INSTRUCTIONS FOR THE TASK: Only lines with the word "items" are wanted; copy each of them from the listing below.

(RECORD EXCERPTS begins)

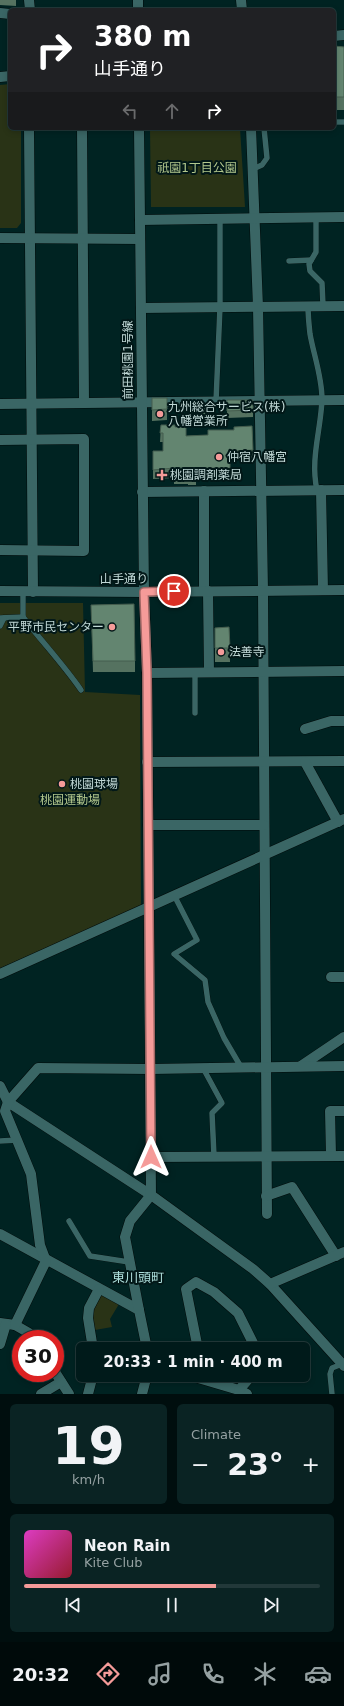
<!DOCTYPE html>
<meta charset="utf-8">
<style>
:root{--surface:#001a1a;--page:#0a2323;--text:#f1f3f6;--muted:#95a1a2;--line:#223839;--accent:#f59b99}
body{margin:0;font-family:"DejaVu Sans","Noto Sans JP",sans-serif;background:var(--page);color:var(--text);height:100vh;display:flex;flex-direction:column;font-size:15px;white-space:nowrap}
*{box-sizing:border-box;margin:0}
p{font-size:13px;color:var(--muted)}
.icon{flex:none;width:22px;height:22px;fill:none;stroke:currentColor;stroke-width:2;stroke-linecap:round;stroke-linejoin:round}
.map{position:relative;height:1394px;overflow:hidden}
.drawer{display:flex;flex-direction:column;gap:10px;padding:10px;background:#000e0e;flex:1}
.drawer>*{flex:none}
.hud{position:absolute;left:8px;top:8px;width:328px;height:122px;border-radius:6px;box-shadow:0 2px 6px #0003,0 0 0 1px var(--line);background:#202124;color:#fff;overflow:hidden}
.speed{position:absolute;left:12px;top:1330px;display:flex;gap:8px;font-size:20px;font-weight:700;text-align:center}
.speed>*{display:grid;place-content:center;width:52px;height:52px;border-radius:50%;background:var(--surface);box-shadow:0 2px 6px #0003,0 0 0 1px var(--line);line-height:1}
.speed .limit{border:6px solid #d22;background:#fff;color:#111}
.pin{position:absolute;display:grid;place-items:center;width:34px;height:34px;color:#fff;margin:-17px;border:2px solid #fff;border-radius:50%;box-shadow:0 1px 4px #0007}
.me{position:absolute;width:44px;margin:-22px;rotate:0deg;stroke-linejoin:round;filter:drop-shadow(0 0 3px #0008)}
.turn{display:flex;align-items:center;gap:14px;height:84px;padding:0 20px;font-size:18px}
.turn .icon{width:52px;height:52px;stroke-width:2.5}
.turn b{display:block;font-size:28px;line-height:34px}
.lanes{display:flex;align-items:center;height:38px;padding:0 20px;background:#0003;justify-content:center;gap:20px;direction:ltr}
.lanes .off{opacity:.35}
.big{font-size:30px;font-weight:700;line-height:1.1}
.drawer .widget{flex:1;display:flex;flex-direction:column;justify-content:center;gap:6px;min-width:0;padding:0 14px;border-radius:6px;background:var(--page)}
.drawer .dial{align-items:center;gap:0}
.dial b{font-size:52px;line-height:1}
.song{display:flex;align-items:center;gap:12px}
.cover{width:48px;height:48px;border-radius:6px;background:linear-gradient(135deg,hsl(310 70% 55%),hsl(350 70% 35%))}
.played{height:4px;border-radius:2px;background:linear-gradient(90deg,var(--accent) 65%,var(--line) 65%)}
.keys{display:flex;justify-content:space-around;direction:ltr}
.heat{display:flex;justify-content:space-between;align-items:center;font-size:22px;direction:ltr}
.drawer .tiles{flex:1;display:grid;gap:10px;grid-template-columns:1fr 1fr}
.widget:last-child{grid-column:span 2}
.trip{position:absolute;left:76px;top:1342px;width:234px;height:40px;border-radius:6px;background:var(--surface);box-shadow:0 2px 6px #0003,0 0 0 1px var(--line);font-weight:700;line-height:40px;text-align:center}
.menu{display:flex;height:64px;justify-content:space-around;align-items:center;background:#000a0a;color:var(--muted)}
.menu .icon{width:28px;height:28px}
.menu .active{color:var(--accent)}
.menu b{font-size:18px;color:var(--text)}
.map>svg:first-child{display:block}
.green{fill:#293316}
.lines{fill:none;stroke-linecap:round;stroke-linejoin:round}
.lane-casing{stroke:#000b0a;stroke-width:6}
.street-casing{stroke:#000b0a;stroke-width:11}
.secondary-casing{stroke:#000b0a;stroke-width:11}
.lane{stroke:#3a6665;stroke-width:5.5}
.street{stroke:#3a6665;stroke-width:10}
.secondary{stroke:#3a6665;stroke-width:10}
.wall{fill:#557260}
.building{fill:#638570;stroke:#455d4e}
.route-casing{stroke:#9f6563;stroke-width:10}
.route{stroke:#f59b99;stroke-width:7}
.poi-dot{fill:#f59b99;stroke:#021818;stroke-width:1.5}
.labels{text-anchor:middle;stroke-width:4;stroke-linejoin:round;paint-order:stroke}
.park-label{font-size:12px;fill:#b3c88d;stroke:#021818}
.street-label{font-size:12px;fill:#c1d8d6;stroke:#021818}
.poi-label{font-size:12px;fill:#c1d8d6;stroke:#021818;text-anchor:start}
.neighbourhood-label{font-size:13px;fill:#afdfdc;stroke:#021818}
</style>
<div class="map">
<svg width="344" height="1394" viewBox="0 0 344 1394">
<rect width="100%" height="100%" fill="#002322"/>
<g class="green">
<path d="M 10,84 L 10,128 L 21,128 L 21,223 L 17,228 L 0,228 L 0,85 Z"/>
<path d="M 150,128 L 240,128 L 245,207 L 151,207 Z"/>
<path d="M 0,603 L 83,603 L 85,692 L 140,695 L 141,906 L 0,968 Z"/>
<path d="M 101,1295 L 119,1304 L 110,1319 L 112,1327 L 95,1330 L 91,1310 Z"/>
</g>
<g class="lines">
<g class="lane-casing">
<g id="lane">
<path d="M 334,122 L 344,122"/>
<path d="M 253,169 L 262,165 L 267,158 L 264,128"/>
<path d="M 316,218 L 316,252 L 309,264 L 310,271 L 322,283 L 323,305"/>
<path d="M 289,261 L 311,260"/>
<path d="M 308,306 C 308,315 309,325 310,334 C 314,356 322,377 322,399 C 321,430 310,459 317,490"/>
<path d="M 216,401 L 220,307 L 220,219"/>
<path d="M 23,591 L 23,617"/>
<path d="M 0,618 L 23,617 C 42,642 63,664 81,690"/>
<path d="M 0,626 L 4,618"/>
<path d="M 195,672 L 195,713"/>
<path d="M 174,895 L 197,940 L 174,954 L 205,980 L 208,1002 L 224,1038 L 241,1067"/>
<path d="M 203,1068 L 222,1103 L 212,1113 L 214,1156"/>
<path d="M 0,1141 L 18,1140"/>
<path d="M 69,1221 L 90,1256 L 129,1262"/>
<path d="M 332,1394 L 330,1374 L 332,1368 L 342,1364"/>
</g>
</g>
<g class="street-casing">
<g id="street">
<path d="M 29,0 L 30,10"/>
<path d="M 241,0 L 242,10"/>
<path d="M 0,13 L 10,14"/>
<path d="M 334,36 L 344,35"/>
<path d="M 0,77 L 10,76"/>
<path d="M 29,128 L 33,592"/>
<path d="M 82,128 L 84,402"/>
<path d="M 251,128 L 258,307 L 263,590 L 267,1214"/>
<path d="M 140,220 L 344,217"/>
<path d="M 0,238 L 140,239"/>
<path d="M 141,308 L 344,306"/>
<path d="M 0,404 L 344,400"/>
<path d="M 0,440 L 84,439 L 84,551 L 0,550"/>
<path d="M 321,490 L 323,590"/>
<path d="M 204,491 L 204,591"/>
<path d="M 142,492 L 344,490"/>
<path d="M 208,591 L 209,672"/>
<path d="M 147,673 L 344,671"/>
<path d="M 305,729 L 331,721 L 344,721"/>
<path d="M 147,762 L 344,761"/>
<path d="M 305,762 L 338,822"/>
<path d="M 148,825 L 264,825"/>
<path d="M 0,974 L 344,819"/>
<path d="M 331,977 L 344,977"/>
<path d="M 301,1066 L 344,1037"/>
<path d="M 0,1086 L 8,1102 L 151,1195 L 253,1269 L 270,1284 L 344,1366"/>
<path d="M 331,1155 L 330,1111 L 344,1111"/>
<path d="M 151,1157 L 344,1156"/>
<path d="M 266,1196 L 292,1187 L 336,1256"/>
<path d="M 0,1234 L 139,1310 L 147,1349"/>
<path d="M 270,1284 L 344,1252"/>
<path d="M 139,1310 L 125,1237 L 130,1221 L 151,1195 L 147,673 L 144,592"/>
<path d="M 0,1323 L 15,1325 L 29,1333 L 33,1339"/>
<path d="M 15,1325 L 46,1261 L 40,1245 L 31,1174 L 5,1111 L 8,1102 L 38,1068 L 151,1069 L 344,1066"/>
<path d="M 0,1344 L 6,1324"/>
<path d="M 93,1349 L 88,1318 L 89,1308 L 99,1289"/>
<path d="M 198,1349 L 186,1289 L 196,1282 L 214,1292 L 238,1313 L 256,1349"/>
<path d="M 55,1372 L 69,1394"/>
<path d="M 188,1375 L 239,1390 L 247,1394"/>
<path d="M 239,1390 L 252,1375"/>
<path d="M 41,1394 L 61,1382"/>
<path d="M 88,1394 L 93,1375"/>
<path d="M 142,1394 L 147,1375"/>
</g>
</g>
<g class="secondary-casing">
<g id="secondary">
<path d="M 138,0 L 138,10"/>
<path d="M 139,128 L 144,592"/>
<path d="M 0,591 L 144,592 L 344,590"/>
</g>
</g>
<use href="#lane" class="lane"/>
<use href="#street" class="street"/>
<use href="#secondary" class="secondary"/>
</g>
<g class="wall">
<path d="M 0,0 L 16,0 L 16,6 L 0,5 Z"/>
<path d="M 334,46 L 344,47 L 344,110 L 334,110 Z"/>
<path d="M 152,398 L 167,398 L 167,420 L 152,421 Z"/>
<path d="M 227,400 L 253,400 L 253,417 L 227,418 Z"/>
<path d="M 201,407 L 209,407 L 210,419 L 202,419 Z"/>
<path d="M 161,425 L 175,427 L 186,436 L 208,435 L 252,426 L 253,460 L 230,460 L 230,477 L 196,477 L 196,485 L 188,485 L 188,484 L 174,484 L 174,478 L 153,479 L 153,451 L 163,451 L 163,442 L 160,442 Z"/>
<path d="M 91,605 L 135,661 L 135,672 L 93,672 Z"/>
<path d="M 229,627 L 230,662 L 215,662 L 215,628 Z"/>
</g>
<g class="building">
<path d="M 334,46 L 344,47 L 344,97 L 334,97 Z"/>
<path d="M 152,398 L 167,398 L 167,409 L 152,410 Z"/>
<path d="M 227,400 L 253,400 L 253,410 L 227,411 Z"/>
<path d="M 201,407 L 209,407 L 210,416 L 202,416 Z"/>
<path d="M 161,425 L 175,425 L 175,427 L 186,427 L 186,436 L 208,435 L 208,430 L 234,430 L 234,427 L 252,426 L 253,450 L 230,451 L 230,468 L 196,468 L 196,476 L 188,476 L 188,474 L 174,475 L 174,468 L 153,470 L 153,451 L 163,451 L 163,433 L 160,433 Z"/>
<path d="M 134,604 L 135,661 L 93,661 L 91,605 Z"/>
<path d="M 229,627 L 230,648 L 215,648 L 215,628 Z"/>
</g>
<g class="lines">
<g class="route-casing">
<path id="route" d="M 151,1157 L 147,673 L 144,592 L 174,591"/>
</g>
<use href="#route" class="route"/>
</g>
<g class="poi-dot">
<circle cx="160" cy="414" r="4"/>
<circle cx="219" cy="457" r="4"/>
<path d="M160 469h4v4h4v4h-4v4h-4v-4h-4v-4h4z"/>
<circle cx="112" cy="627" r="4"/>
<circle cx="221" cy="652" r="4"/>
<circle cx="62" cy="784" r="4"/>
</g>
<g class="labels">
<g class="park-label">
<text x="197" y="172">祇園1丁目公園</text>
<text x="70" y="804">桃園運動場</text>
</g>
<g class="street-label">
<text transform="translate(128 360) rotate(-90)" y="4">前田桃園1号線</text>
<text x="124" y="583">山手通り</text>
</g>
<g class="poi-label">
<text x="168" y="411">九州総合サービス(株)<tspan x="168" dy="14">八幡営業所</tspan></text>
<text x="227" y="461">仲宿八幡宮</text>
<text x="170" y="479">桃園調剤薬局</text>
<text x="104" y="631" text-anchor="end">平野市民センター</text>
<text x="229" y="656">法善寺</text>
<text x="70" y="788">桃園球場</text>
</g>
<g class="neighbourhood-label">
<text x="138" y="1282">東川頭町</text>
</g>
</g>
</svg>
<div class="speed"><div class="limit">30</div></div>
<div class="pin" style="left:174px;top:591px;background:#d93025"><svg class="icon" aria-label="arrive" viewBox="0 0 24 24"><path d="M6 21V4h12l-3 4 3 4H6"/></svg></div>
<svg class="me" style="left:151px;top:1157px" viewBox="-20 -20 40 40"><path d="M0-17L14 15 0 8-14 15z" fill="#f59b99" stroke="#fff" stroke-width="4"/></svg>
<div class="trip">20:33 · 1 min · 400 m</div>
<div class="hud">
<div class="turn"><svg class="icon" aria-label="right" viewBox="0 0 24 24"><path d="M7 20v-9h11M14 6l5 5-5 5"/></svg><div><b>380 m</b>山手通り</div></div>
<div class="lanes"><svg class="icon off" aria-label="left" viewBox="0 0 24 24"><path d="M17 20v-9H6M10 6l-5 5 5 5"/></svg><svg class="icon off" aria-label="ahead" viewBox="0 0 24 24"><path d="M12 20V5M6 11l6-6 6 6"/></svg><svg class="icon" aria-label="right" viewBox="0 0 24 24"><path d="M7 20v-9h11M14 6l5 5-5 5"/></svg></div>
</div>
</div>
<section class="drawer">
<div class="tiles">
<div class="widget dial"><b>19</b><p>km/h</p></div>
<div class="widget"><p>Climate</p>
<div class="heat"><a>−</a><b class="big">23°</b><a>+</a></div>
</div>
<div class="widget">
<div class="song"><i class="cover"></i><div><b>Neon Rain</b><p>Kite Club</p></div></div>
<div class="played"></div>
<div class="keys"><svg class="icon" aria-label="previous" viewBox="0 0 24 24"><path d="M18 5L8 12l10 7zM5 5v14"/></svg><svg class="icon" aria-label="pause" viewBox="0 0 24 24"><path d="M8 5v14M16 5v14"/></svg><svg class="icon" aria-label="next" viewBox="0 0 24 24"><path d="M6 5l10 7-10 7zM19 5v14"/></svg></div>
</div>
</div>
</section>
<nav class="menu">
<b>20:32</b>
<svg class="icon active" aria-label="directions" viewBox="0 0 24 24"><path d="M12 3l9 9-9 9-9-9zM9 14v-3h6M13 9l2 2-2 2"/></svg>
<svg class="icon" aria-label="music" viewBox="0 0 24 24"><path d="M9 18V5l10-2v13"/><circle cx="6" cy="18" r="3"/><circle cx="16" cy="16" r="3"/></svg>
<svg class="icon" aria-label="phone" viewBox="0 0 24 24"><path d="M5 4h4l2 5-3 2q2 4 5 5l2-3 5 2v4C11 20 4 13 5 4z"/></svg>
<svg class="icon" aria-label="climate" viewBox="0 0 24 24"><path d="M12 3v18M4 7l16 10M4 17L20 7"/></svg>
<svg class="icon" aria-label="car" viewBox="0 0 24 24"><path d="M5 17H2v-5l4-1 3-4h7l3 4 3 1v5h-3M9 17h6M6 11h13"/><circle cx="7" cy="17" r="2"/><circle cx="17" cy="17" r="2"/></svg>
</nav>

(RECORD EXCERPTS ends)

EXERCISE OUTPUT:
.pin{position:absolute;display:grid;place-items:center;width:34px;height:34px;color:#fff;margin:-17px;border:2px solid #fff;border-radius:50%;box-shadow:0 1px 4px #0007}
.turn{display:flex;align-items:center;gap:14px;height:84px;padding:0 20px;font-size:18px}
.lanes{display:flex;align-items:center;height:38px;padding:0 20px;background:#0003;justify-content:center;gap:20px;direction:ltr}
.drawer .dial{align-items:center;gap:0}
.song{display:flex;align-items:center;gap:12px}
.heat{display:flex;justify-content:space-between;align-items:center;font-size:22px;direction:ltr}
.menu{display:flex;height:64px;justify-content:space-around;align-items:center;background:#000a0a;color:var(--muted)}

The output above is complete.